The task >>
Begin at the top of the following data. Copy each line exactly until you have copied the line containing "Task: Extract the".
========================================
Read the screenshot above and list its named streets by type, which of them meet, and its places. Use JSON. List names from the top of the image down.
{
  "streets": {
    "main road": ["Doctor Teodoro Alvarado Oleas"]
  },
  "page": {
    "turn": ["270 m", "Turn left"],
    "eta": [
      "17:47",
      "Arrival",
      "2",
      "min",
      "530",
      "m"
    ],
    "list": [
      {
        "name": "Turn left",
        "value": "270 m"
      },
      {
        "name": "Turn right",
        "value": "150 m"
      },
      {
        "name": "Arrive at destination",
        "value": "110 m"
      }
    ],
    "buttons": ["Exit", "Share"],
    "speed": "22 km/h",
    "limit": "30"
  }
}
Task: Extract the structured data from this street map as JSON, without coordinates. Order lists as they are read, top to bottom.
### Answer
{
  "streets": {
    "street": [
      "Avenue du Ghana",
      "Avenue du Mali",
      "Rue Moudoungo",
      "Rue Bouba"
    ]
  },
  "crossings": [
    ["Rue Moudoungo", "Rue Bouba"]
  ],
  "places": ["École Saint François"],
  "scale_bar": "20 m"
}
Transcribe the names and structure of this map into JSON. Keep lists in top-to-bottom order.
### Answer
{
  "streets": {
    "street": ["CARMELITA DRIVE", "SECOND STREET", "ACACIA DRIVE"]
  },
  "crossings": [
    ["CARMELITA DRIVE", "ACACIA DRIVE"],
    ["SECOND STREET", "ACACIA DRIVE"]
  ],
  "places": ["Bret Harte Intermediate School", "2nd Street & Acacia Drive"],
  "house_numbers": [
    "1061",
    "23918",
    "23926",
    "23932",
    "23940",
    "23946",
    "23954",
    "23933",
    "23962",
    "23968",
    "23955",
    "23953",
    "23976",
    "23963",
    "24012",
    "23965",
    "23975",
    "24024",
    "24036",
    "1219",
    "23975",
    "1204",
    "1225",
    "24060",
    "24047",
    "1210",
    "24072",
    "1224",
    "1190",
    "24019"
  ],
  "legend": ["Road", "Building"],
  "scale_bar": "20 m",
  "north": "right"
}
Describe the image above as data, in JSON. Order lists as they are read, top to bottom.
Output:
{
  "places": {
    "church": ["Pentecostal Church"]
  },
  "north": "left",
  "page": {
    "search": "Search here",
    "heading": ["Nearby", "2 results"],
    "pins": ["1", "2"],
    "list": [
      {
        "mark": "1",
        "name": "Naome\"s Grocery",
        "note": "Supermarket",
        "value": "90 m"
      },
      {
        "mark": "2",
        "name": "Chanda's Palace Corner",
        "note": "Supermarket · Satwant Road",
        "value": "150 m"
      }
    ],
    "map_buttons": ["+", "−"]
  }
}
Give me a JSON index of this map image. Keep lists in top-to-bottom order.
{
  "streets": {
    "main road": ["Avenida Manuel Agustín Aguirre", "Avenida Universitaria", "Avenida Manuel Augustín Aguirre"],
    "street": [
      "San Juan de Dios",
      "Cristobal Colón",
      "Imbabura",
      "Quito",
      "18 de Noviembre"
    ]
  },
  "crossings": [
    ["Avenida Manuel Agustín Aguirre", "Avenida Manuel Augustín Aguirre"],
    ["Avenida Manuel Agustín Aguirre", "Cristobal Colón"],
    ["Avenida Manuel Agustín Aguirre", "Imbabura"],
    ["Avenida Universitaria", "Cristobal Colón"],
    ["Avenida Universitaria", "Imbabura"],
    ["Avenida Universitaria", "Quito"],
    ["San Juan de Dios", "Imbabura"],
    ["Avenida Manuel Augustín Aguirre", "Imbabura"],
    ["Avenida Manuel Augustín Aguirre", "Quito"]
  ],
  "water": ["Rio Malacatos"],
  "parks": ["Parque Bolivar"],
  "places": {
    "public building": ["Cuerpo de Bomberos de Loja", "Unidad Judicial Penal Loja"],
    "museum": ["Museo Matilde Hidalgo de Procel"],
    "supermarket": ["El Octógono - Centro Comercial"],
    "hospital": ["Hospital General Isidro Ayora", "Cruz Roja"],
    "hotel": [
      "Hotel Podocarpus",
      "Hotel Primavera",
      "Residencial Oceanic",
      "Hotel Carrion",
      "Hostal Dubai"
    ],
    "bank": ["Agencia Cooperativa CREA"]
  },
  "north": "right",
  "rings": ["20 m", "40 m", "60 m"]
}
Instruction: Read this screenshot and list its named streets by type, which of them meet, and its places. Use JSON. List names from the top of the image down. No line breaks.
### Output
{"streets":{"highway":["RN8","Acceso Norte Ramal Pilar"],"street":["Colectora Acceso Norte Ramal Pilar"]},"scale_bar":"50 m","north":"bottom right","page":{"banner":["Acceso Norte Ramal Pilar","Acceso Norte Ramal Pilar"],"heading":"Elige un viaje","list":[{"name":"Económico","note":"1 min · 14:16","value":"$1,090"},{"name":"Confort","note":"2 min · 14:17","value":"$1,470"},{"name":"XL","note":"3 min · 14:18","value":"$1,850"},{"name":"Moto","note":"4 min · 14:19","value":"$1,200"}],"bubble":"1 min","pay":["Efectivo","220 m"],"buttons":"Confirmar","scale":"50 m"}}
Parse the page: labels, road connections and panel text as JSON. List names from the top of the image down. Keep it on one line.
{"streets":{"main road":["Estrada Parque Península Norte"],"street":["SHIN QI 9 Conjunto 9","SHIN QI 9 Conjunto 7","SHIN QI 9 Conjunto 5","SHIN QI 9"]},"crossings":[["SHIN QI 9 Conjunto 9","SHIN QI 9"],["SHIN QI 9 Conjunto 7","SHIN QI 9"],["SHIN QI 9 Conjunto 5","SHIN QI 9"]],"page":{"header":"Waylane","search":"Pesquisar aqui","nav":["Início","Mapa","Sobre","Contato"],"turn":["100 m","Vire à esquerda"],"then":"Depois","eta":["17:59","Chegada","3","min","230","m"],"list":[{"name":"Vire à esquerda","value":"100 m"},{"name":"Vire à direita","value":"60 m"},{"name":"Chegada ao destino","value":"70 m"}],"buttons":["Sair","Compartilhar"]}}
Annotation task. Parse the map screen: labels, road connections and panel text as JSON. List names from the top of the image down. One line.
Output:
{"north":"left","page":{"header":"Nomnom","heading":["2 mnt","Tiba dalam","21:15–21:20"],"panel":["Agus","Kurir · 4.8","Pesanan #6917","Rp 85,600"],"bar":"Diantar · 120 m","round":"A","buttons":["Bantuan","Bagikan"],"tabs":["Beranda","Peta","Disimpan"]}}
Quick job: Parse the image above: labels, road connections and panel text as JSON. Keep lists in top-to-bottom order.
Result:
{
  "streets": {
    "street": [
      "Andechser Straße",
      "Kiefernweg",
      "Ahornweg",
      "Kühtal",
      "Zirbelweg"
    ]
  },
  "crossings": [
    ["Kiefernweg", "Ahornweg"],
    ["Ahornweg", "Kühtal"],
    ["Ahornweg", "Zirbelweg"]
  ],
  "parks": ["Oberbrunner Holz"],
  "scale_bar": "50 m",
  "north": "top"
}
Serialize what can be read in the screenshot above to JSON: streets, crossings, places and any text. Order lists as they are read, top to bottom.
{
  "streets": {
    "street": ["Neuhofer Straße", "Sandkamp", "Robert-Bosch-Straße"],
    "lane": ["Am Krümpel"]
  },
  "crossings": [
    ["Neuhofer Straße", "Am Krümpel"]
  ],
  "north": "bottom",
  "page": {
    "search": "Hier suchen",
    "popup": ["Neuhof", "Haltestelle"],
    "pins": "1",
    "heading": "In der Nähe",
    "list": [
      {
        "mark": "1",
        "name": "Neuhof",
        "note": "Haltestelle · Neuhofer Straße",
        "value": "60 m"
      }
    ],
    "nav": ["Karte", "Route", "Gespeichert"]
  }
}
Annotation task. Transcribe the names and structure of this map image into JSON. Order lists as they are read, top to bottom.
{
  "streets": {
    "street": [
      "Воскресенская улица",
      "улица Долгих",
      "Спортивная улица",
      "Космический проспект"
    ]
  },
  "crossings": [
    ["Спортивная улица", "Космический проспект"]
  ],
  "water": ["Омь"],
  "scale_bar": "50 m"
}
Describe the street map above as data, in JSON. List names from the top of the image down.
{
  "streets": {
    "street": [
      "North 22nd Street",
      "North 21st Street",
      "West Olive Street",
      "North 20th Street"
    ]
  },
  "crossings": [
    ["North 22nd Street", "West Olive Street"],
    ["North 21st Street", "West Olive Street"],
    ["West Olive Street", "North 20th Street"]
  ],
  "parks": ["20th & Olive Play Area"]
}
========================================
Result of this task >>
Read the screenshot above and list its named streets by type, which of them meet, and its places. Use JSON. List names from the top of the image down.
{
  "streets": {
    "main road": ["Doctor Teodoro Alvarado Oleas"]
  },
  "page": {
    "turn": ["270 m", "Turn left"],
    "eta": [
      "17:47",
      "Arrival",
      "2",
      "min",
      "530",
      "m"
    ],
    "list": [
      {
        "name": "Turn left",
        "value": "270 m"
      },
      {
        "name": "Turn right",
        "value": "150 m"
      },
      {
        "name": "Arrive at destination",
        "value": "110 m"
      }
    ],
    "buttons": ["Exit", "Share"],
    "speed": "22 km/h",
    "limit": "30"
  }
}
Task: Extract the structured data from this street map as JSON, without coordinates. Order lists as they are read, top to bottom.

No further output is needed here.